- **WHAT IS EXPECTED**: Repeat the lines of the data that follow, please, starting at the first and stopping after the one with "2px #cebcaa) drop-shadow(0".
[[ RECORDED DATA open ]]
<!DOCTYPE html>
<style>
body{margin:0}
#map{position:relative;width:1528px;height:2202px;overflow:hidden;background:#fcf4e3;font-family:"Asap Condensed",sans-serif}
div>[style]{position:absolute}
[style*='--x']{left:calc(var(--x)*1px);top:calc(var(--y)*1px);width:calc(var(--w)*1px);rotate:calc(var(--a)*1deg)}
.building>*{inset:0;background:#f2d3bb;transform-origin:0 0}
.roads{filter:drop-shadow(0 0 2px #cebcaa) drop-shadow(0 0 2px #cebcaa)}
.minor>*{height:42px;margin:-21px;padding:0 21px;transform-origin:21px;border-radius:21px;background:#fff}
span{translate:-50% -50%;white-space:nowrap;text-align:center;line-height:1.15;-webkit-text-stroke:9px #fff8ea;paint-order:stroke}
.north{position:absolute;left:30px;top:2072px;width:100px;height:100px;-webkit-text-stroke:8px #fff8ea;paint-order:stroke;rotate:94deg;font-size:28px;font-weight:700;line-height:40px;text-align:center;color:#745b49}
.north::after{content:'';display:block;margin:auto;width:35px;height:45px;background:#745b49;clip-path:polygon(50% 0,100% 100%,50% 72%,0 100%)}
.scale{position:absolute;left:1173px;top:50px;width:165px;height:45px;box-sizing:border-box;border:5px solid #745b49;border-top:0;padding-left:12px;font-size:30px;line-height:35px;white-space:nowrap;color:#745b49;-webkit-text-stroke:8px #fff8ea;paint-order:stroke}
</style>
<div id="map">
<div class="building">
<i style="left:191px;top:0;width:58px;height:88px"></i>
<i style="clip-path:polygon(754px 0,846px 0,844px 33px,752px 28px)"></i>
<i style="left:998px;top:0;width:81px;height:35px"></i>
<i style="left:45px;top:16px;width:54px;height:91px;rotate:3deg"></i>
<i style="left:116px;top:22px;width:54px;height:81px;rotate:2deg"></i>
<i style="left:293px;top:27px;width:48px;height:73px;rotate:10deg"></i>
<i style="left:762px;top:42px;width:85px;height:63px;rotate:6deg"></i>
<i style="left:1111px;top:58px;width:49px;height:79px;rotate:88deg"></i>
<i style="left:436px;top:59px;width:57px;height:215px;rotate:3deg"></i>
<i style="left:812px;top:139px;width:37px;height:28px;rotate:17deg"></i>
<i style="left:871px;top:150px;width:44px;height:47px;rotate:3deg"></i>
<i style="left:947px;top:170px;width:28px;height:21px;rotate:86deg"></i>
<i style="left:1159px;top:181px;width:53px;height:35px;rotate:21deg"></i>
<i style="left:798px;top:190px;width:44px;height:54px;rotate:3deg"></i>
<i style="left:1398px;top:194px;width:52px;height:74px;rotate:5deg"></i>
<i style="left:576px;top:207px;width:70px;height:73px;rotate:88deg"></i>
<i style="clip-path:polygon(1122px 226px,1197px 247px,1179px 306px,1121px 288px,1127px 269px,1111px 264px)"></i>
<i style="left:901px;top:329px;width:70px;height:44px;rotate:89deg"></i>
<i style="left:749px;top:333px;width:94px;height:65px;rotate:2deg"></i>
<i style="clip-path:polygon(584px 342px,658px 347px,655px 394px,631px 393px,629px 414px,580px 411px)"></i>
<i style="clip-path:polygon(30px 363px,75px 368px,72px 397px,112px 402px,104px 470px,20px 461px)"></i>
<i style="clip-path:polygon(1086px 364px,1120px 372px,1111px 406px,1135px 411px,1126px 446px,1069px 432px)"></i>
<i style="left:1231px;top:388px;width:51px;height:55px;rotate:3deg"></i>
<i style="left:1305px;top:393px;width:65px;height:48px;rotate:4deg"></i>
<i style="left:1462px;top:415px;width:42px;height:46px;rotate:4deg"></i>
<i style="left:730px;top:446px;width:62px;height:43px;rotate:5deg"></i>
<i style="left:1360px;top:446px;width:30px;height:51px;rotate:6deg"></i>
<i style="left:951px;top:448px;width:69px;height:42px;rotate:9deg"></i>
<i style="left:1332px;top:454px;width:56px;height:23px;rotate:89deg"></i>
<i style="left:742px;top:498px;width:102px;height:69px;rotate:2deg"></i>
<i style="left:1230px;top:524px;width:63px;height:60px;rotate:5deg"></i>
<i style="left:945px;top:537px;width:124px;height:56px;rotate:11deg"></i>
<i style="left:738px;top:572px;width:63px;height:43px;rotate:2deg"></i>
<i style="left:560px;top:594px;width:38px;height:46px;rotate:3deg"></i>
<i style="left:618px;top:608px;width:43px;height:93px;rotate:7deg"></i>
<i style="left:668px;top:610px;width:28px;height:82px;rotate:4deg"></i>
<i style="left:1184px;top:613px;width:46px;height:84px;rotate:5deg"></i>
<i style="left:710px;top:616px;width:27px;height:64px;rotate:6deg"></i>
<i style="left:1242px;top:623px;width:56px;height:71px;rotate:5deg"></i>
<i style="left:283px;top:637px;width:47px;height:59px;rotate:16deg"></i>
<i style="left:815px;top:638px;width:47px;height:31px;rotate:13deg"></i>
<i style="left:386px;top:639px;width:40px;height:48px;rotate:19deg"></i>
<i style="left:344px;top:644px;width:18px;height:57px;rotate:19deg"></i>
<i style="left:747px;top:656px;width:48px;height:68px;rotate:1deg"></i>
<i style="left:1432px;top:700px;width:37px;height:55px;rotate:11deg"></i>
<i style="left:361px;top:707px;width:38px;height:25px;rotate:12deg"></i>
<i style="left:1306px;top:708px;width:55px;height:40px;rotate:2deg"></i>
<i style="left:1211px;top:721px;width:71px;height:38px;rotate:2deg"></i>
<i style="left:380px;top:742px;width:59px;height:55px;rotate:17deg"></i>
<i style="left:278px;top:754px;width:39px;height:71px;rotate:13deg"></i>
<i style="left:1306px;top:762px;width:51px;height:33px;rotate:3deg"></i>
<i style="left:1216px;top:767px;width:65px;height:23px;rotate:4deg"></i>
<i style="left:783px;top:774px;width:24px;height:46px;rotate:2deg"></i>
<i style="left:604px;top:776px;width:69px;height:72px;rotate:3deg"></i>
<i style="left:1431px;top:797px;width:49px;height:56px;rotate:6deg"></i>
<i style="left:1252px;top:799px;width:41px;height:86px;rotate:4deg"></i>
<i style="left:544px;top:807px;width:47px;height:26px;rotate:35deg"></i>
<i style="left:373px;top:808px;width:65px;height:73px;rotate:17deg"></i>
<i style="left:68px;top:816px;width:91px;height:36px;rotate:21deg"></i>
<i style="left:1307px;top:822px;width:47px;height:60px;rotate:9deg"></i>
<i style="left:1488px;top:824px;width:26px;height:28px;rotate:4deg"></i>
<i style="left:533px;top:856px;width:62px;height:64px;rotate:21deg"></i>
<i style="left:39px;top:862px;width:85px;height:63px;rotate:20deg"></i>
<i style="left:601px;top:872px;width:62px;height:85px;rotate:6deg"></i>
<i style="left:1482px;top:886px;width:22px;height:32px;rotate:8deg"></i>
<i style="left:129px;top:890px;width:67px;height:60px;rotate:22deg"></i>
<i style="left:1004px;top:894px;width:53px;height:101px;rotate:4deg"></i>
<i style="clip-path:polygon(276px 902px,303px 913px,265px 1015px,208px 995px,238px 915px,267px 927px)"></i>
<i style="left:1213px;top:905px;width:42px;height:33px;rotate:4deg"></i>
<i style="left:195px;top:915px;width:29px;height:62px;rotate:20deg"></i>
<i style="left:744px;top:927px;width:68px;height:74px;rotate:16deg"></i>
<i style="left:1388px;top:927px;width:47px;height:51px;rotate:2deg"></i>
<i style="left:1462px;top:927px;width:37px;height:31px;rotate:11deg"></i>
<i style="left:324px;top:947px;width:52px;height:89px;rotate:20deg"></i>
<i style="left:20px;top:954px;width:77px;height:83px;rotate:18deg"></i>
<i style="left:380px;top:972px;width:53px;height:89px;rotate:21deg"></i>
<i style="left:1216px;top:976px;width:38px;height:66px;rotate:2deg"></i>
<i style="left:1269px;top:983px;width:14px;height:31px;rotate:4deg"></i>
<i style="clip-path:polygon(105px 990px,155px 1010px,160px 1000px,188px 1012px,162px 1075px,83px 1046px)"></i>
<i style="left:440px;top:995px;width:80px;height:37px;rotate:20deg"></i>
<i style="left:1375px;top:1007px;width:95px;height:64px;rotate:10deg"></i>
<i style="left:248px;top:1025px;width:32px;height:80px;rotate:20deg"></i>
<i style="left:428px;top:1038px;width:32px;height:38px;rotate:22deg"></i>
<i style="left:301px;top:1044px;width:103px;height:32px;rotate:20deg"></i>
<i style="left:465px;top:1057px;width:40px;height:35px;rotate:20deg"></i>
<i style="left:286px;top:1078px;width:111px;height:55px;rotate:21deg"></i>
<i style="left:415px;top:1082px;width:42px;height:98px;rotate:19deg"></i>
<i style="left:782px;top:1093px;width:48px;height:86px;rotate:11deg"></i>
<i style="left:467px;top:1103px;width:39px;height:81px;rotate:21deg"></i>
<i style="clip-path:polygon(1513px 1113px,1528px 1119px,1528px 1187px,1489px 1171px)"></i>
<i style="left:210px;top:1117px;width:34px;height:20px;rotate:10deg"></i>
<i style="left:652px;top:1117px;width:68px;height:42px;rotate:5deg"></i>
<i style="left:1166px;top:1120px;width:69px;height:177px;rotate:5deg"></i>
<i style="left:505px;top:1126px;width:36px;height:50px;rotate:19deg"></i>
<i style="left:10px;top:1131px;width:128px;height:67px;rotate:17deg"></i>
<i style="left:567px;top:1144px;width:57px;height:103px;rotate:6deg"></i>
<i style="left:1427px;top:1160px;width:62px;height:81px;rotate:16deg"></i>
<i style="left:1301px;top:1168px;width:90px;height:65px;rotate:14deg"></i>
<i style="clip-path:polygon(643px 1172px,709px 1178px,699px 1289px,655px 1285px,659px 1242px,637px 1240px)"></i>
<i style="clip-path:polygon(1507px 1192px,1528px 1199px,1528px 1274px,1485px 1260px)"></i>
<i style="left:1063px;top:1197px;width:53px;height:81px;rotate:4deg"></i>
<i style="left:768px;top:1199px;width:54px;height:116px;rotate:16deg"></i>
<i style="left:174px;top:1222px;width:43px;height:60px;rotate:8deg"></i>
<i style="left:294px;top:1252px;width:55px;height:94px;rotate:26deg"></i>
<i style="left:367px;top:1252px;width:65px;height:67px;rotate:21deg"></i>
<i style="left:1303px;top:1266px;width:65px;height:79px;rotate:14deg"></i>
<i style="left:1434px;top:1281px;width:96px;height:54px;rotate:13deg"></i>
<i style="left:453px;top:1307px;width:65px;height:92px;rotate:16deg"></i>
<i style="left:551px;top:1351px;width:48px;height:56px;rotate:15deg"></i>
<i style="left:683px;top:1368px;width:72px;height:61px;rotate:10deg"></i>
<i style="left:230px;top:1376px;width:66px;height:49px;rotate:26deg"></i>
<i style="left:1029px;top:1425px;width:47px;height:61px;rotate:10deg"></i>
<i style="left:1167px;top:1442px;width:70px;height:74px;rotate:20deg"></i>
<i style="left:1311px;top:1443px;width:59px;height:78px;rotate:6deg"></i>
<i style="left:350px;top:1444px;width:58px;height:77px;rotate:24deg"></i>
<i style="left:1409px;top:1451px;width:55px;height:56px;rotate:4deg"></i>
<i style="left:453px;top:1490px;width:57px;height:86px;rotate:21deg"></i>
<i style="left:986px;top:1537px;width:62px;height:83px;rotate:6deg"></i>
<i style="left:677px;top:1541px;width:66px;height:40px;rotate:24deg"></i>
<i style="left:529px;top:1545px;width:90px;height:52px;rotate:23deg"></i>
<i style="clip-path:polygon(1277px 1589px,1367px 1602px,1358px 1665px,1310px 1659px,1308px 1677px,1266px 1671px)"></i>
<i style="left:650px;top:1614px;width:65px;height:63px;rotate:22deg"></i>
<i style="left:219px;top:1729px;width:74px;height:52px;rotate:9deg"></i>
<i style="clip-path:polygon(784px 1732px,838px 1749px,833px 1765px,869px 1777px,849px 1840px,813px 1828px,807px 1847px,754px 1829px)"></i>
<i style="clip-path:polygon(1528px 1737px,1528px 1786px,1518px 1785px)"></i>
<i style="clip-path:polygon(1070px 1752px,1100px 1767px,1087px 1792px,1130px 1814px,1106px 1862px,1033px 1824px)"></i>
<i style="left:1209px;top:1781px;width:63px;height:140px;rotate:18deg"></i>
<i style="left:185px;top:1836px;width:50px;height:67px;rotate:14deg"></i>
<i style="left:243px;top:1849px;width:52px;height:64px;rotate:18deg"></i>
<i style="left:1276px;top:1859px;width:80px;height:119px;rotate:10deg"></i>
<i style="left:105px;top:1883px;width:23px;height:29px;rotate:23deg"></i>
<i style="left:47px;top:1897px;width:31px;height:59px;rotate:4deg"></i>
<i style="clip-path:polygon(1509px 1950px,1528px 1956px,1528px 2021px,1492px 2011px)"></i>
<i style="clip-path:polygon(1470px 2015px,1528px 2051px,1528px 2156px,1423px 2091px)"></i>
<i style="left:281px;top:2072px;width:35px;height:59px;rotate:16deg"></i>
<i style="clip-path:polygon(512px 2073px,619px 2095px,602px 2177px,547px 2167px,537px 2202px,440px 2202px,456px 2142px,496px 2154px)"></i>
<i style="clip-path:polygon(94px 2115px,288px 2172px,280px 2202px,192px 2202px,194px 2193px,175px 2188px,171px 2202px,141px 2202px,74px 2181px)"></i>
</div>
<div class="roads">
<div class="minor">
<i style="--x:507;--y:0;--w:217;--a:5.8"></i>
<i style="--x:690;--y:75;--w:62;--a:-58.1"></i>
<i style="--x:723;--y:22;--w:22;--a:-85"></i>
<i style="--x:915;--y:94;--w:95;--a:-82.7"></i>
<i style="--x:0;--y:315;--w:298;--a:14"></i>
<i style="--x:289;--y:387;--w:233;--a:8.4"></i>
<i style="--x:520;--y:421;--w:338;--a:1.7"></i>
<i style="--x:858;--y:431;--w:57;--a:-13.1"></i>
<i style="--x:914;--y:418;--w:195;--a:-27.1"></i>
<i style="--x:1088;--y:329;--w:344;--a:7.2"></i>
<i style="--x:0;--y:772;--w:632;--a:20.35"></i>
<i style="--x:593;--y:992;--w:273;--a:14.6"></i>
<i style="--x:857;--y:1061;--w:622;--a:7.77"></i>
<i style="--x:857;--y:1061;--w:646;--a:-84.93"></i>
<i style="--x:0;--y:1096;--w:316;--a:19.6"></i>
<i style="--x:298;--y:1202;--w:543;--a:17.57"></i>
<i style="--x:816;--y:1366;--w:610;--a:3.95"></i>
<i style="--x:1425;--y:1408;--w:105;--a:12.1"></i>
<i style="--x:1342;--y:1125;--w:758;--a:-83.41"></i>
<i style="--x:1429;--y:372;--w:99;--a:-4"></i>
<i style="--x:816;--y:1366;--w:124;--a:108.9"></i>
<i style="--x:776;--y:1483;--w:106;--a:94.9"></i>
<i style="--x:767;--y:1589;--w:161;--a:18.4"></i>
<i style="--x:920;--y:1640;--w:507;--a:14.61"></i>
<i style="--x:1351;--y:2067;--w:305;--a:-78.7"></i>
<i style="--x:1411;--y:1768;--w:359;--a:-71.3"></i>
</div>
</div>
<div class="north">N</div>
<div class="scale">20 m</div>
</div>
[[ RECORDED DATA closed ]]
- **SOLUTION TO THIS EXERCISE**:
<!DOCTYPE html>
<style>
body{margin:0}
#map{position:relative;width:1528px;height:2202px;overflow:hidden;background:#fcf4e3;font-family:"Asap Condensed",sans-serif}
div>[style]{position:absolute}
[style*='--x']{left:calc(var(--x)*1px);top:calc(var(--y)*1px);width:calc(var(--w)*1px);rotate:calc(var(--a)*1deg)}
.building>*{inset:0;background:#f2d3bb;transform-origin:0 0}
.roads{filter:drop-shadow(0 0 2px #cebcaa) drop-shadow(0 0 2px #cebcaa)}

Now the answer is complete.